What the task asks:
Down to the last line, reproduce the data below exactly.

== Segment start ==

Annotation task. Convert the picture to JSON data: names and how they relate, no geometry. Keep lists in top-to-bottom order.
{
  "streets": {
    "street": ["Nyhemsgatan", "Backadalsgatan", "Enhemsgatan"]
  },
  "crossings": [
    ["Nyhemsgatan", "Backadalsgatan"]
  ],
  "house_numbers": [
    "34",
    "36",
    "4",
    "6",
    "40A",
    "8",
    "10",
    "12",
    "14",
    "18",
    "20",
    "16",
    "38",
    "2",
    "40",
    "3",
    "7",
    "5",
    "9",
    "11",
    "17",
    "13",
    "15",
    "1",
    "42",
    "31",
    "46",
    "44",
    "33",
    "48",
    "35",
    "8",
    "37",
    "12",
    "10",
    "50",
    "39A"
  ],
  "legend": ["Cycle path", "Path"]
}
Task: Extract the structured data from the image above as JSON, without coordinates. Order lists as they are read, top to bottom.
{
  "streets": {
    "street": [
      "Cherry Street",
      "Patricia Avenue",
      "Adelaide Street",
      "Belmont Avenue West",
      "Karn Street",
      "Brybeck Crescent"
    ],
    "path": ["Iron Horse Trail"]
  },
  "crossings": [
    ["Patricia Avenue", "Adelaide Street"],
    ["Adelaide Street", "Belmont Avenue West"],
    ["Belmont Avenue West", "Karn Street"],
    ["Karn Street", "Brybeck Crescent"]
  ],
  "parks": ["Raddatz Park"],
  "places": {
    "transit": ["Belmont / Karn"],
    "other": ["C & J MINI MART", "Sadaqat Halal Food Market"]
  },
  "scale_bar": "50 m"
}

== Segment end ==

Final answer:
Annotation task. Convert the picture to JSON data: names and how they relate, no geometry. Keep lists in top-to-bottom order.
{
  "streets": {
    "street": ["Nyhemsgatan", "Backadalsgatan", "Enhemsgatan"]
  },
  "crossings": [
    ["Nyhemsgatan", "Backadalsgatan"]
  ],
  "house_numbers": [
    "34",
    "36",
    "4",
    "6",
    "40A",
    "8",
    "10",
    "12",
    "14",
    "18",
    "20",
    "16",
    "38",
    "2",
    "40",
    "3",
    "7",
    "5",
    "9",
    "11",
    "17",
    "13",
    "15",
    "1",
    "42",
    "31",
    "46",
    "44",
    "33",
    "48",
    "35",
    "8",
    "37",
    "12",
    "10",
    "50",
    "39A"
  ],
  "legend": ["Cycle path", "Path"]
}
Task: Extract the structured data from the image above as JSON, without coordinates. Order lists as they are read, top to bottom.
{
  "streets": {
    "street": [
      "Cherry Street",
      "Patricia Avenue",
      "Adelaide Street",
      "Belmont Avenue West",
      "Karn Street",
      "Brybeck Crescent"
    ],
    "path": ["Iron Horse Trail"]
  },
  "crossings": [
    ["Patricia Avenue", "Adelaide Street"],
    ["Adelaide Street", "Belmont Avenue West"],
    ["Belmont Avenue West", "Karn Street"],
    ["Karn Street", "Brybeck Crescent"]
  ],
  "parks": ["Raddatz Park"],
  "places": {
    "transit": ["Belmont / Karn"],
    "other": ["C & J MINI MART", "Sadaqat Halal Food Market"]
  },
  "scale_bar": "50 m"
}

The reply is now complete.